• Data under study
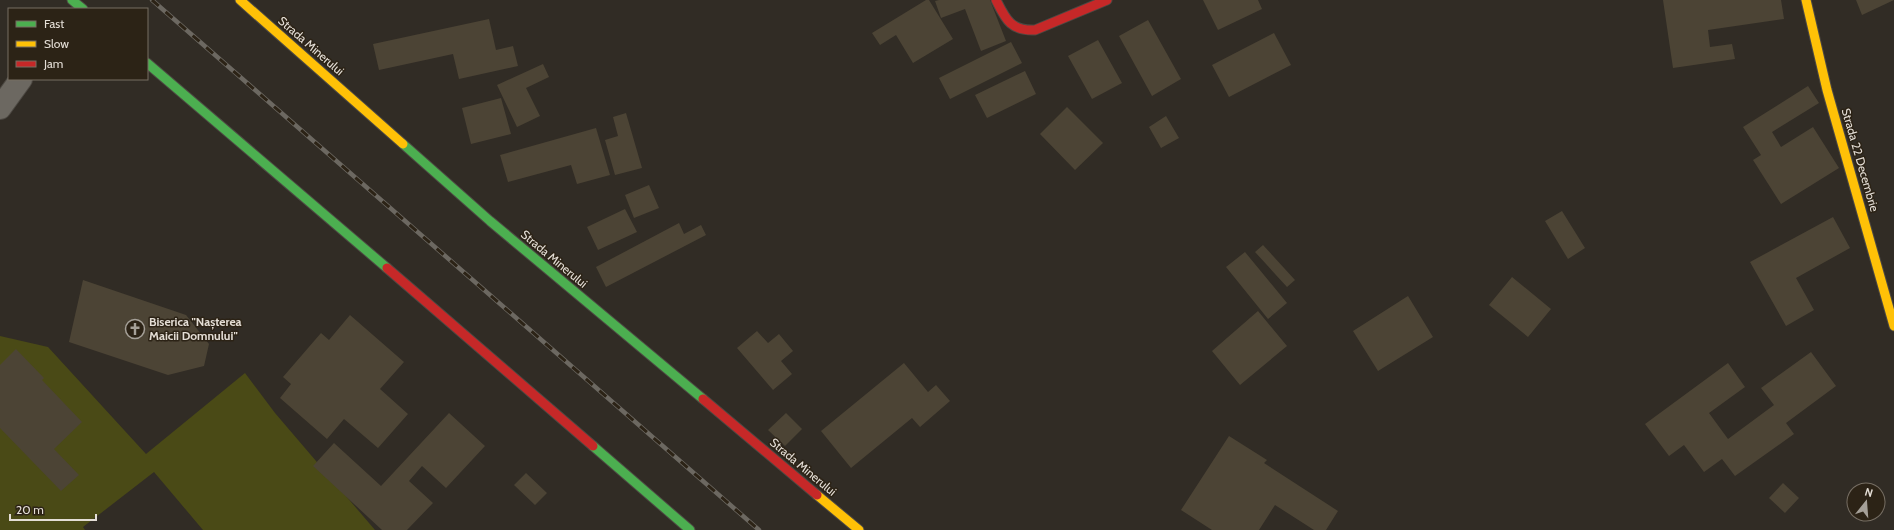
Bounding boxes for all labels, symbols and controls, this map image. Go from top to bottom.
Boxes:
legend [8,8,148,80]
street label: Strada Minerului [275,13,347,78]
text: Fast [44,16,64,31]
text: Slow [44,36,69,51]
text: Jam [43,56,63,71]
street label: Strada 22 Decembrie [1839,107,1882,213]
street label: Strada Minerului [518,226,591,291]
place label: Biserica "Nașterea Maicii Domnului" [149,314,242,343]
church icon: Biserica "Nașterea Maicii Domnului" [124,318,146,340]
street label: Strada Minerului [767,434,840,499]
north arrow [1846,482,1886,522]
text: N [1863,485,1875,500]
scale bar [10,496,96,522]
text: 20 m [16,502,44,517]

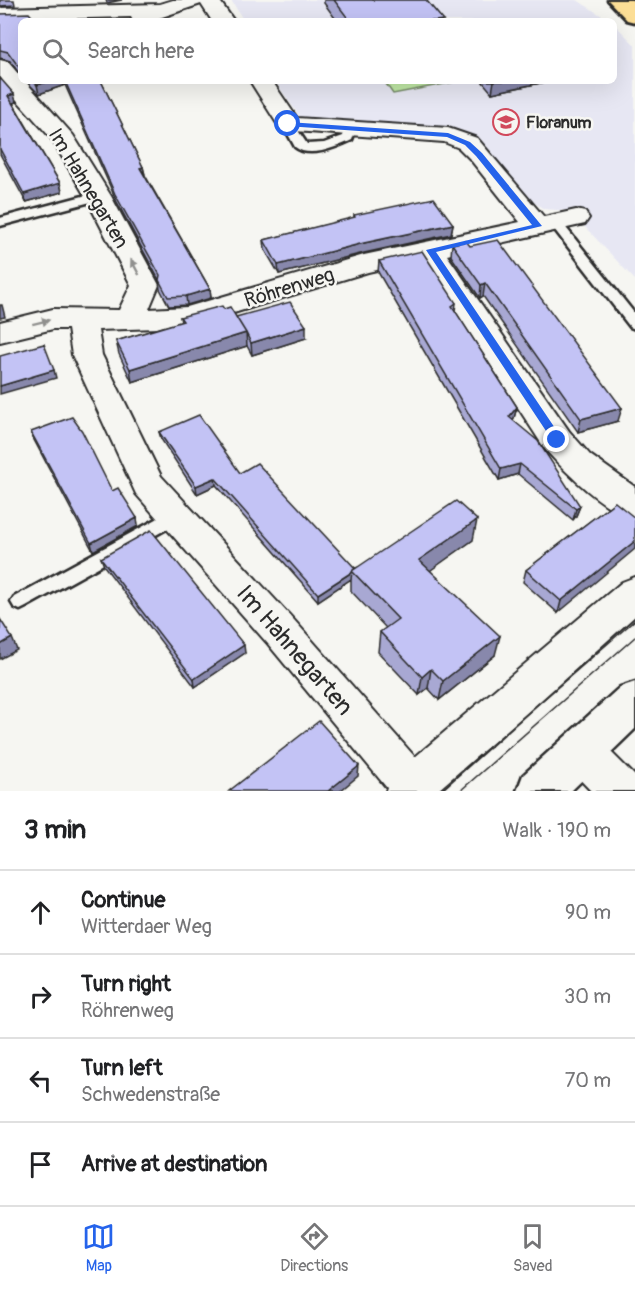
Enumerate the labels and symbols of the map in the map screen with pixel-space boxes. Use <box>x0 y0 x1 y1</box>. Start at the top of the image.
school or university icon: Floranum <box>491 107 521 137</box>
route start <box>274 110 300 136</box>
place label: Floranum <box>526 113 592 133</box>
street label: Im Hahnegarten <box>43 124 134 253</box>
one-way arrow <box>131 258 141 276</box>
street label: Röhrenweg <box>241 262 337 313</box>
one-way arrow <box>31 316 50 326</box>
route end <box>543 426 569 452</box>
street label: Im Hahnegarten <box>230 579 359 721</box>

• Task directions
The lines wanted are those from the one containing "Enumerate the labels" through the last line of the listing above. Repeat them exactly.

• Solved exercise
Enumerate the labels and symbols of the map in the map screen with pixel-space boxes. Use <box>x0 y0 x1 y1</box>. Start at the top of the image.
school or university icon: Floranum <box>491 107 521 137</box>
route start <box>274 110 300 136</box>
place label: Floranum <box>526 113 592 133</box>
street label: Im Hahnegarten <box>43 124 134 253</box>
one-way arrow <box>131 258 141 276</box>
street label: Röhrenweg <box>241 262 337 313</box>
one-way arrow <box>31 316 50 326</box>
route end <box>543 426 569 452</box>
street label: Im Hahnegarten <box>230 579 359 721</box>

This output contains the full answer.